Probing Spin Accumulation induced Magnetocapacitance in a Single Electron Transistor

Teik-Hui Lee 1,2,3, Chii-Dong Chen 3,a
PMCID: PMC4562261  PMID: 26348794

Abstract

The interplay between spin and charge in solids is currently among the most discussed topics in condensed matter physics. Such interplay gives rise to magneto-electric coupling, which in the case of solids was named magneto-electric effect, as predicted by Curie on the basis of symmetry considerations. This effect enables the manipulation of magnetization using electrical field or, conversely, the manipulation of electrical polarization by magnetic field. The latter is known as the magnetocapacitance effect. Here, we show that non-equilibrium spin accumulation can induce tunnel magnetocapacitance through the formation of a tiny charge dipole. This dipole can effectively give rise to an additional serial capacitance, which represents an extra charging energy that the tunneling electrons would encounter. In the sequential tunneling regime, this extra energy can be understood as the energy required for a single spin to flip. A ferromagnetic single-electron-transistor with tunable magnetic configuration is utilized to demonstrate the proposed mechanism. It is found that the extra threshold energy is experienced only by electrons entering the islands, bringing about asymmetry in the measured Coulomb diamond. This asymmetry is an unambiguous evidence of spin accumulation induced tunnel magnetocapacitance, and the measured magnetocapacitance value is as high as 40%.


The study on magnetocapacitance has been motivated by its fundamental interest and high practical importance, and that stimulated the revival of attention in this field about one decade ago1. The potential applications include magnetic-field sensors2 and electric-write magnetic-read memory devices3. Experimentally, two types of magnetocapacitance were revealed: The first type is magnetic-field strength dependent, and is typically found in multiferroic materials with perovskite superlattice structure such as BiMnO34 and La0.875Sr0.125MnO35. The second type, also known as tunnel magnetocapacitance (TMC), is found in magnetic tunnel junctions consisting of AlOx6,7 and MgO8 barriers. For the latter, the magnetocapacitance varies with magnetization alignment configuration of the two constituent ferromagnetic electrodes, and the charge screening length at the interface of the tunnel barrier was predicted to be elongated by the spin-dependent diffusion constants9,10. This extended screening length was then used to deduce the effective capacitance that departed from the geometrical capacitance. However, this simple approach may overlook the details of the charge distribution, which can be important for the determination of effective capacitance value. Therefore, a precise calculation of charge distribution on microscopic scale is desirable. Furthermore, because the screening length cannot be directly measured, the physical picture of the microscopic origin behind TMC is hardly appreciated.

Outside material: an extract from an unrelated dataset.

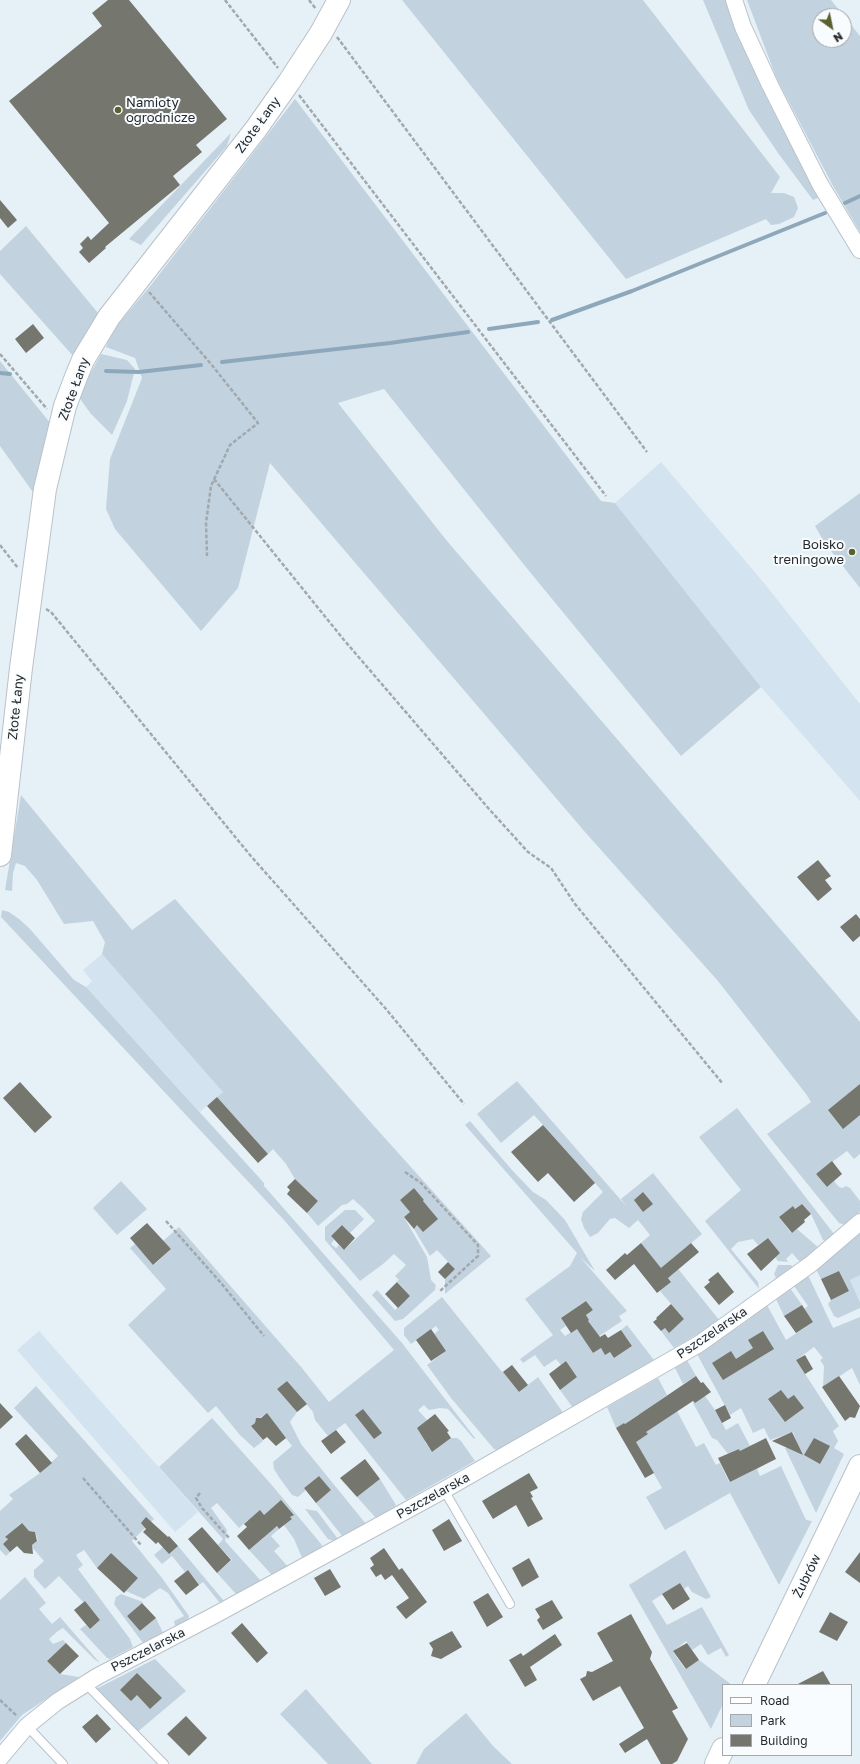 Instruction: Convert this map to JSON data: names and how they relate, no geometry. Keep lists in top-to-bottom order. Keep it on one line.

Here, we present a clear microscopic mechanism for TMC. When magnetic tunnel junction is aligned in anti-parallel (AP), accumulation of minority spins and depletion of majority spins take place at the interfaces11,12, and this induces a difference in the interfacial Fermi levels of the majority and minority spins13. Thus, the spins diffuse from the interface with different diffusion lengths, and that gives rise to a difference between majority/minority spin density distributions. As a result, there are distinct, adjacent accumulation zone and depletion zone in the total charge density distribution that form a tiny charge dipole. This charge dipole, rather than single exponential charge decay, corresponds to an extra serial capacitance that is responsible for the measured TMC. The extra serial capacitance poses an extra energy required for spins to flip when electrons tunnel through an AP-aligned magnetic junction, giving rise to the observed TMC.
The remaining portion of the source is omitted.